Open and Shut: a Study in 2 Kings 6:8-23
The king of Syria frustrated verses 8-12
The king of Syria took steps to encroach on the territory of and defeat his enemy the king of Israel. In counsel with his servants, he planned encampments in which his army would lay a trap for the armies of Israel. These “best laid plans” came to naught, however. God revealed to Elisha the plans, and Elisha relayed the plans to the king of Israel (cf. Amos 3:7). By the Lord’s revelation, the king of Israel saved himself, his armies, and his kingdom. Jehoram of Israel was a wicked king who “wrought evil in the sight of the Lord.” Though he did not serve Baal, he condoned and practice the worship of the calf idols that king Jeroboam had made 2 Kings 3:1-3. Elisha, nevertheless, remained a dutiful citizen of his country, both serving God and honoring the king (1 Peter 2:17).[i]
His plans were frustrated with such consistency that the king of Syria suspected a spy in his midst. There was no spy among them – just a prophet in Israel to whom God revealed “the words that thou speakest in thy bedchamber.”

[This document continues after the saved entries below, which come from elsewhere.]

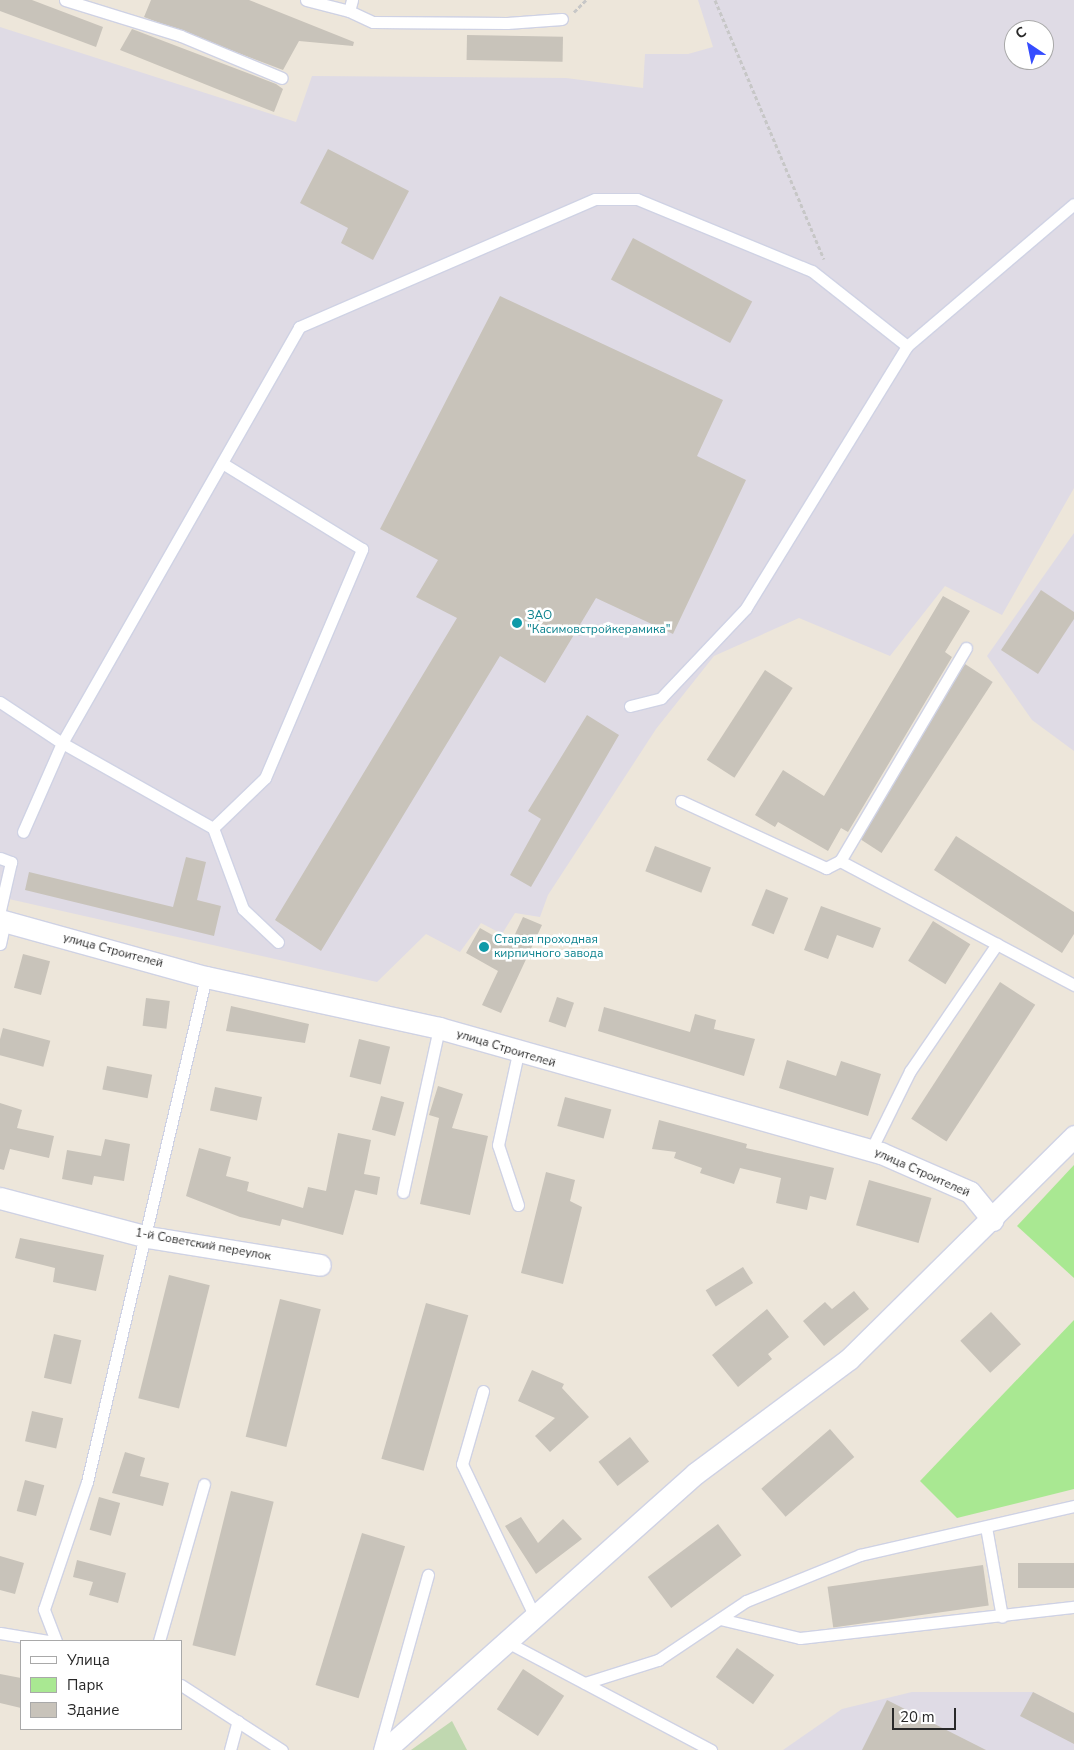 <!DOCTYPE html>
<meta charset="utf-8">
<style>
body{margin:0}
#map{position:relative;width:1074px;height:1750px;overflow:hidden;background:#ede6da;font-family:"Nunito Sans",sans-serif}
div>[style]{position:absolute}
.industrial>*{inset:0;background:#dfdbe5}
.green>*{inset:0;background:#a9e892}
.cemetery>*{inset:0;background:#c0d8b0}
.building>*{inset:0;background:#c8c3ba;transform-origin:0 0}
.path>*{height:3px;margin-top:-1.5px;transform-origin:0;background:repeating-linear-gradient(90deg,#c7c7c7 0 4px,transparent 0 6.5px)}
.roads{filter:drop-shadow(1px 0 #cfd2e4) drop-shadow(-1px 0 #cfd2e4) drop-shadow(0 1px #cfd2e4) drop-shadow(0 -1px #cfd2e4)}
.service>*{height:11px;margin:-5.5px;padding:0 5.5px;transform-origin:5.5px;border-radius:5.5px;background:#fff}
.minor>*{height:21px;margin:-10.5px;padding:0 10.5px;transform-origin:10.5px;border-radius:10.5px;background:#fff}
.dots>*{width:14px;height:14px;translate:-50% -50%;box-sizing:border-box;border:2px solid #fff;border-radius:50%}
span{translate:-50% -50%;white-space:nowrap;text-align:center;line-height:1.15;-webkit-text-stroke:5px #fff;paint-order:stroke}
.culture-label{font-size:12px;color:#0d838f}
.left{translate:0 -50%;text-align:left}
.street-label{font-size:12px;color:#292929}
.legend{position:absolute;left:20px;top:1640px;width:162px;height:90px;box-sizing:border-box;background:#fff;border:1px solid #a9a9a9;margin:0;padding:6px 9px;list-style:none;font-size:15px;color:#292929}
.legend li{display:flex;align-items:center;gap:10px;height:25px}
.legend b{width:25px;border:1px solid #a9a9a9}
.north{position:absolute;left:1004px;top:20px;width:50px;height:50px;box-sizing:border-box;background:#fff;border:1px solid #a9a9a9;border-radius:50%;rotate:326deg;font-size:14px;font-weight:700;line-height:20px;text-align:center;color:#292929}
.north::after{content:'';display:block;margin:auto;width:18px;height:22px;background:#354cff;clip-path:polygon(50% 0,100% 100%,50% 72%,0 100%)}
.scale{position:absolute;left:892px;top:1708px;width:64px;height:22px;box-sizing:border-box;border:2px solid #292929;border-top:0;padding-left:6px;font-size:15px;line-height:18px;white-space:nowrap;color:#292929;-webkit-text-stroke:4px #fff;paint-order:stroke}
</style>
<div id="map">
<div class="industrial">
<div style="clip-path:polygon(evenodd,698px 0,1074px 0,1074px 488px,1002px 615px,945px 586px,890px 656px,799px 618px,714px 656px,656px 729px,548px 895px,540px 917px,515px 913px,502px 934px,481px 923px,460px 952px,426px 934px,377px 982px,0 897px,0 27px,296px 122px,312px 76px,566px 78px,643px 88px,645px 54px,688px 54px,713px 47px,698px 0,1014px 30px,1044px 30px,1044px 60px,1014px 60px,1014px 30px)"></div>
<div style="clip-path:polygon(1074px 533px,1074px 751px,1032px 720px,987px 656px)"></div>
<div style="clip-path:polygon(912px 1692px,1033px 1692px,1074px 1713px,1074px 1750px,783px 1750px,842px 1709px)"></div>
</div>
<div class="green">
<div style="clip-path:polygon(1074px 1165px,1074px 1278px,1017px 1226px)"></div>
<div style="clip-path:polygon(1074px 1320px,1074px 1489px,957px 1518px,920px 1481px)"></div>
</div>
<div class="cemetery">
<div style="clip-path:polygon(452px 1721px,467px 1750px,411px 1750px)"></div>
</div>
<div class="building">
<div style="clip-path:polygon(0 0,32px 0,103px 27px,96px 47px,0 11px)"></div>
<div style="clip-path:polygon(151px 0,249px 0,354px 42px,353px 46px,299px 41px,283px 70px,144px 17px)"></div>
<div style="clip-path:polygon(132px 29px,276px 84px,283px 89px,274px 112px,120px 50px)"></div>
<div style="left:467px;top:35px;width:96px;height:25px;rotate:1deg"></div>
<div style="clip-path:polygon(328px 149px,409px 191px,373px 260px,341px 243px,348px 228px,300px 203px)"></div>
<div style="left:633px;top:238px;width:135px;height:47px;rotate:28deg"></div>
<div style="clip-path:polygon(500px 296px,723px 400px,697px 456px,746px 480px,673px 634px,596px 598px,545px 683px,500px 656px,321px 951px,275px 920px,457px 618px,416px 597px,438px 560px,380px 529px)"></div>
<div style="clip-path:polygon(1041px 590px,1074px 612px,1074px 619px,1038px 674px,1001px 650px)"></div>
<div style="clip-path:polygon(943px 596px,970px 611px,945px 652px,952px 657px,848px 832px,841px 828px,828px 851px,778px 822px,775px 827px,755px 815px,783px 770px,824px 796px)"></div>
<div style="left:965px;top:664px;width:33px;height:204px;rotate:33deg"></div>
<div style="left:765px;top:670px;width:33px;height:107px;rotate:33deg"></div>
<div style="clip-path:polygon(587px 715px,619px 735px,531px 887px,510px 875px,541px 819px,528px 811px)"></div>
<div style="clip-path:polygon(956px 836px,1074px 912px,1074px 934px,1062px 953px,934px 870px)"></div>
<div style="left:655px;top:846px;width:60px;height:27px;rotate:21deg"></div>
<div style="clip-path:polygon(186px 857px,206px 862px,197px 900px,221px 906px,214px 936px,25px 890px,29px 872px,173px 907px)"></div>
<div style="left:766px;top:889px;width:24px;height:39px;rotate:22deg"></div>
<div style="clip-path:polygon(821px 906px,881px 928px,873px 948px,837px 935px,828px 959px,804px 950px)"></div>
<div style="clip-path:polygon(523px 917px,542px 925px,501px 1013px,482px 1005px,498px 971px,466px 953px,480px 928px,510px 945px)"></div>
<div style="left:933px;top:921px;width:44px;height:47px;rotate:32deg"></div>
<div style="left:23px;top:954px;width:28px;height:35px;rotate:15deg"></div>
<div style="left:1000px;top:982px;width:42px;height:163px;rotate:33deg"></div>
<div style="left:557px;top:997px;width:18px;height:26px;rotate:19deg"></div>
<div style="left:146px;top:998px;width:24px;height:28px;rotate:7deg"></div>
<div style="clip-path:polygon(231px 1006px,309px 1024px,305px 1043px,226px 1031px)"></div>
<div style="clip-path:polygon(604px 1007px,690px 1032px,695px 1014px,716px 1020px,714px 1029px,755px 1039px,744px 1076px,598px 1031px)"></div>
<div style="left:3px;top:1028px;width:49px;height:27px;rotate:15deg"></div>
<div style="left:359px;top:1039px;width:32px;height:39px;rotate:14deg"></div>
<div style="clip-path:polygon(787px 1060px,836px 1076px,841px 1061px,881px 1074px,868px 1116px,779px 1088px)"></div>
<div style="left:107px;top:1066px;width:46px;height:24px;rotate:11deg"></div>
<div style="clip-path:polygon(438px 1086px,463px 1094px,452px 1128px,488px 1136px,470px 1215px,420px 1204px,439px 1118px,429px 1115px)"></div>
<div style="left:215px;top:1087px;width:48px;height:24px;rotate:12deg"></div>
<div style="left:381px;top:1096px;width:24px;height:35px;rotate:15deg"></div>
<div style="left:565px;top:1097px;width:48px;height:30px;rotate:15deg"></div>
<div style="clip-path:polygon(0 1103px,22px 1110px,17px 1128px,54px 1136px,49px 1158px,10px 1149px,4px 1170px,0 1169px)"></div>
<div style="clip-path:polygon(659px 1120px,747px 1144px,746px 1148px,834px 1168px,826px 1200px,810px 1196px,807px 1210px,776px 1203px,781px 1178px,740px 1168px,734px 1184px,700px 1173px,702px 1168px,674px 1158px,676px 1152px,652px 1149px)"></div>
<div style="clip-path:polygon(338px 1133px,371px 1140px,364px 1174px,380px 1177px,377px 1195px,355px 1190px,343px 1235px,282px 1219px,280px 1226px,240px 1217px,186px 1196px,199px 1148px,231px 1157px,226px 1176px,249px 1182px,247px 1191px,303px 1208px,308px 1187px,326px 1191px)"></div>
<div style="clip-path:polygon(105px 1139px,130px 1144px,124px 1181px,94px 1176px,92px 1185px,62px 1179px,67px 1150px,101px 1156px)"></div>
<div style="clip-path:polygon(546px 1172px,575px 1180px,570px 1201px,582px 1207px,563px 1284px,521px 1273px)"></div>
<div style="left:869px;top:1180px;width:65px;height:47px;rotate:16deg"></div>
<div style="clip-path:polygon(20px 1238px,104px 1255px,96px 1291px,53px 1282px,55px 1268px,15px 1258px)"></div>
<div style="left:743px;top:1267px;width:19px;height:44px;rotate:58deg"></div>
<div style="left:169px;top:1275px;width:42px;height:127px;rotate:14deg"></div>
<div style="clip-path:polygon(854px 1291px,869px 1309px,824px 1346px,803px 1321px,825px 1302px,832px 1309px)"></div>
<div style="left:280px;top:1299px;width:42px;height:142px;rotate:14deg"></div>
<div style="left:426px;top:1303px;width:44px;height:162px;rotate:16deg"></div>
<div style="clip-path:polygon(767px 1309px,789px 1337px,768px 1354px,772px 1359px,738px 1387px,712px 1355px)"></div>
<div style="left:991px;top:1312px;width:44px;height:42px;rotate:47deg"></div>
<div style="left:54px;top:1334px;width:28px;height:45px;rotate:13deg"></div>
<div style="clip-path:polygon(532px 1370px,564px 1384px,562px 1388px,589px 1417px,550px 1452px,535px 1436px,555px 1418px,518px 1401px)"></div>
<div style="left:32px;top:1411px;width:32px;height:31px;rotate:13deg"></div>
<div style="left:830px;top:1429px;width:37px;height:91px;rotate:49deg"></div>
<div style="left:630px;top:1437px;width:31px;height:40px;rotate:52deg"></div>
<div style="clip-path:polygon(125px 1452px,145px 1458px,140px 1476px,169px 1483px,163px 1506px,112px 1493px)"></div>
<div style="left:25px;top:1480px;width:20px;height:32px;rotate:15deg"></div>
<div style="left:231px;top:1491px;width:44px;height:159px;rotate:14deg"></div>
<div style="left:99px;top:1497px;width:22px;height:34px;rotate:16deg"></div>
<div style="clip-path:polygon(521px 1517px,538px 1543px,563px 1519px,582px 1539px,536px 1574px,505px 1526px)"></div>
<div style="left:718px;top:1524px;width:39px;height:88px;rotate:53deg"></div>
<div style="left:362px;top:1533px;width:45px;height:159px;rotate:17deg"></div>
<div style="clip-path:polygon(0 1556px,24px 1563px,15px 1594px,0 1590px)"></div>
<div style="clip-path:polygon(77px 1560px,126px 1573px,118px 1603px,89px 1595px,93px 1582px,73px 1577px)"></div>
<div style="left:1074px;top:1563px;width:25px;height:56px;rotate:90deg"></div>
<div style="left:983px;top:1565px;width:41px;height:157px;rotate:82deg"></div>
<div style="left:737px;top:1648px;width:46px;height:36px;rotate:36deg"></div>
<div style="left:523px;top:1669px;width:49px;height:48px;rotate:33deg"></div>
<div style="clip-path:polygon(0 1674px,21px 1678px,21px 1708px,0 1703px)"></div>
<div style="clip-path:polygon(1033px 1692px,1074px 1713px,1074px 1744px,1020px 1716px)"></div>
<div style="clip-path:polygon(887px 1700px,986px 1750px,862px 1750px)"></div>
</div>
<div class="path">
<div style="left:715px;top:0;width:281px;rotate:67.2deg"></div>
<div style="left:574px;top:12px;width:17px;rotate:-45deg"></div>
</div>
<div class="roads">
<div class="service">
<div style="left:65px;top:0;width:121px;rotate:17.2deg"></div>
<div style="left:181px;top:36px;width:109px;rotate:22.6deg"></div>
<div style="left:306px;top:0;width:44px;rotate:14.3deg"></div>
<div style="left:352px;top:0;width:11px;rotate:105deg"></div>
<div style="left:349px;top:11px;width:26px;rotate:25deg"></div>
<div style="left:373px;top:22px;width:134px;rotate:0.4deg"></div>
<div style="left:507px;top:23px;width:55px;rotate:-4.2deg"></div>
<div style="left:966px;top:648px;width:247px;rotate:120.6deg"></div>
<div style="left:840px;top:861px;width:265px;rotate:27.9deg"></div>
<div style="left:0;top:702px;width:74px;rotate:33.5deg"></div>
<div style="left:62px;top:743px;width:97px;rotate:113.7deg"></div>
<div style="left:630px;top:706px;width:32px;rotate:-14deg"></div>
<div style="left:661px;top:698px;width:124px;rotate:-46.6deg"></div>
<div style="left:746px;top:608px;width:308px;rotate:-58.4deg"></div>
<div style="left:907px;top:346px;width:219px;rotate:-40.4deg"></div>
<div style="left:681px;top:801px;width:160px;rotate:24.8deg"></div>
<div style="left:826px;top:868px;width:16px;rotate:-27deg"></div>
<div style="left:213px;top:828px;width:72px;rotate:-43.9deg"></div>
<div style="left:265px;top:778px;width:249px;rotate:-67deg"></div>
<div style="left:362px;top:549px;width:164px;rotate:-148.4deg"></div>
<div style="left:0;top:858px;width:12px;rotate:20deg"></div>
<div style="left:11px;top:862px;width:49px;rotate:102.9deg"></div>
<div style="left:278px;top:942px;width:48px;rotate:-136.7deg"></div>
<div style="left:243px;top:909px;width:86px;rotate:-110.3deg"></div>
<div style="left:213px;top:828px;width:173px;rotate:-150.6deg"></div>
<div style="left:62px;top:743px;width:479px;rotate:-60.3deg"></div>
<div style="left:299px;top:327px;width:322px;rotate:-23.4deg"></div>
<div style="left:595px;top:199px;width:42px"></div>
<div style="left:637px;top:199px;width:189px;rotate:22.4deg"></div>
<div style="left:812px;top:271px;width:121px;rotate:38.3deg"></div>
<div style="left:0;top:944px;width:24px;rotate:-78deg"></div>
<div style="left:871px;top:1150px;width:88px;rotate:-63.7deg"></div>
<div style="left:910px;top:1071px;width:154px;rotate:-55.6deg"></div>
<div style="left:403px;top:1192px;width:168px;rotate:-77.6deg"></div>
<div style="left:518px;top:1205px;width:63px;rotate:-108.4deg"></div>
<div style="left:498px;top:1145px;width:94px;rotate:-77.7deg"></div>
<div style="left:483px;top:1391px;width:76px;rotate:106deg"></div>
<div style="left:462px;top:1464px;width:170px;rotate:64.5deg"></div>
<div style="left:986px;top:1527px;width:91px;rotate:79.9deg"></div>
<div style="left:720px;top:1619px;width:82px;rotate:13.4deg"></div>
<div style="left:800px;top:1638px;width:276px;rotate:-6.5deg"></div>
<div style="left:0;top:1633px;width:50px;rotate:9.3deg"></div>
<div style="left:56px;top:1641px;width:34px;rotate:-111deg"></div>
<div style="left:44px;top:1609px;width:134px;rotate:-71.3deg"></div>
<div style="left:87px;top:1482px;width:519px;rotate:-76.74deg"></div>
<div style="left:159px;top:1641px;width:163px;rotate:-74deg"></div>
<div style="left:507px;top:1642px;width:231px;rotate:27.9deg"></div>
<div style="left:585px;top:1683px;width:77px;rotate:-17.5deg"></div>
<div style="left:658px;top:1660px;width:106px;rotate:-33.8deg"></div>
<div style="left:746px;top:1601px;width:123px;rotate:-22deg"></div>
<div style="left:860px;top:1555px;width:220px;rotate:-12.9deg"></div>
<div style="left:181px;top:1685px;width:120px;rotate:32.8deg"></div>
<div style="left:230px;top:1750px;width:30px;rotate:-75deg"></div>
<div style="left:379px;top:1750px;width:182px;rotate:-74.4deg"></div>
</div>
<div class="minor">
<div style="left:0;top:920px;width:214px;rotate:15.5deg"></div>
<div style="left:206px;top:977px;width:239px;rotate:12.3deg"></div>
<div style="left:439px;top:1028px;width:459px;rotate:15.8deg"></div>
<div style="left:881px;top:1153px;width:97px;rotate:23.7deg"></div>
<div style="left:970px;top:1192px;width:36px;rotate:51deg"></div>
<div style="left:0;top:1198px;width:153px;rotate:14.8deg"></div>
<div style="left:148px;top:1237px;width:174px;rotate:9.2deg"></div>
<div style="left:385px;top:1750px;width:416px;rotate:-41.7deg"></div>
<div style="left:696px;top:1473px;width:191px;rotate:-36.7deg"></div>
<div style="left:849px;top:1359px;width:317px;rotate:-44.7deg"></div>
</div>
</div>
<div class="dots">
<div style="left:517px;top:623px;background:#0f9aa8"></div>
<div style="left:484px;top:947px;background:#0f9aa8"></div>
</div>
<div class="culture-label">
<span class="left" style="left:527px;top:623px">ЗАО<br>"Касимовстройкерамика"</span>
<span class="left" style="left:494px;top:947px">Старая проходная<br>кирпичного завода</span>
</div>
<div class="street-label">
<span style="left:113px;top:951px;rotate:15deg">улица Строителей</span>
<span style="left:506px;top:1049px;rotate:17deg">улица Строителей</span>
<span style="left:922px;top:1173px;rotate:24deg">улица Строителей</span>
<span style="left:203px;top:1245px;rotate:10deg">1-й Советский переулок</span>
</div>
<ul class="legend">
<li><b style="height:6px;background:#fff"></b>Улица</li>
<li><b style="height:14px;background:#a9e892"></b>Парк</li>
<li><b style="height:14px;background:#c8c3ba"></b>Здание</li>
</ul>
<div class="north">С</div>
<div class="scale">20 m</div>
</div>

He disappointeth the devices of the crafty, so that their hands cannot perform their enterprise. (Job 5:12)
The man of God protected verses 13-17
If the prophet is the problem, then the king must send an army to fetch him. He sent horses, chariots, and a great host of soldiers to Dothan to capture Elisha. Perhaps the king never considered that the prophet, who knew his private words in planning military ambushes, might also know his secret plans to capture him! Alternatively, perhaps he just thought he had to try something. They surrounded the city, under cover of darkness, preparing to take Elisha.
Elisha’s servant awoke early, saw the siege of soldiers, and was struck with fear. Elisha was not awash in the same fear. His spiritual eyes saw the protection of God, and he prayed for the same for his servant. When the servant’s spiritual eyes were opened, he saw a host of angels surrounding and defending them (cf. Psalms 34:7; Hebrews 1:7,14). He saw them as comparable to (horses and chariots), as well as more powerful than (of fire) the host of the Syrians.
Fear not: for they that be with us are more than they that be with them. (cf. 1 John 4:4)
The army of Syria maneuvered verses 18-20
The prophet who prayed to God to open his servant’s eyes now prayed to God to close the Syrians’ eyes – “Smite this people, I pray thee, with blindness.” God answered Elisha’s prayer. Elisha then told the soldiers to follow him and he would reveal the man whom they sought. The Syrians were confused and confounded, but apparently not aware that they were blind. They could “see” to follow Elisha away from Dothan to Samaria. This sort of blindness Jamieson, Fausset, and Brown called “a mental hallucination.” The blind are easily deceived – yet all too often, the spiritually blind think they see the most and see the best! Elisha had maneuvered them just where he wanted them.
Once in Samaria, Elisha prayed to the Lord, “Open the eyes of these men.” God answered. They saw. What they saw was they were in in the midst of the capital city of Israel, Samaria, in the presence of the king of Israel and his host. No doubt, it is they who are now surrounded!
Having the understanding darkened, being alienated from the life of God through the ignorance that is in them, because of the blindness of their heart (Ephesians 4:18)
The army of Syria protected verses 20-23
The king of Israel displays the glee of a child rather than the composure of a king. He wished to enjoy that on which he had not laboured (Jonah 4:10). He wished to smite an army he had not captured, even asking twice. Elisha quickly remonstrated, reminding the king he would not normally execute those he has captured in battle.[ii]
Elisha went beyond expectations. He demonstrated compassion to the very host intent on capturing him. He helped the helpless; he saved those without strength (Job 26:2; Romans 5:6). Elisha saw to it that the Syrians were protected, provided for, and eventually even liberated Proverbs 25:21). “When he had them at his mercy he made it appear that he was influenced by a divine goodness as well as a divine power.”[iii]
Love your enemies, bless them that curse you, do good to them that hate you, and pray for them which despitefully use you, and persecute you (Matthew 5:44)
The sovereign creator God of the Bible reveals secrets unto his servants the prophets; forsakes not his saints; opens & none shall shut and shuts & none shall open; and has mercy on whom he will have mercy.
[iii] Matthew Henry, in his commentary on II Kings.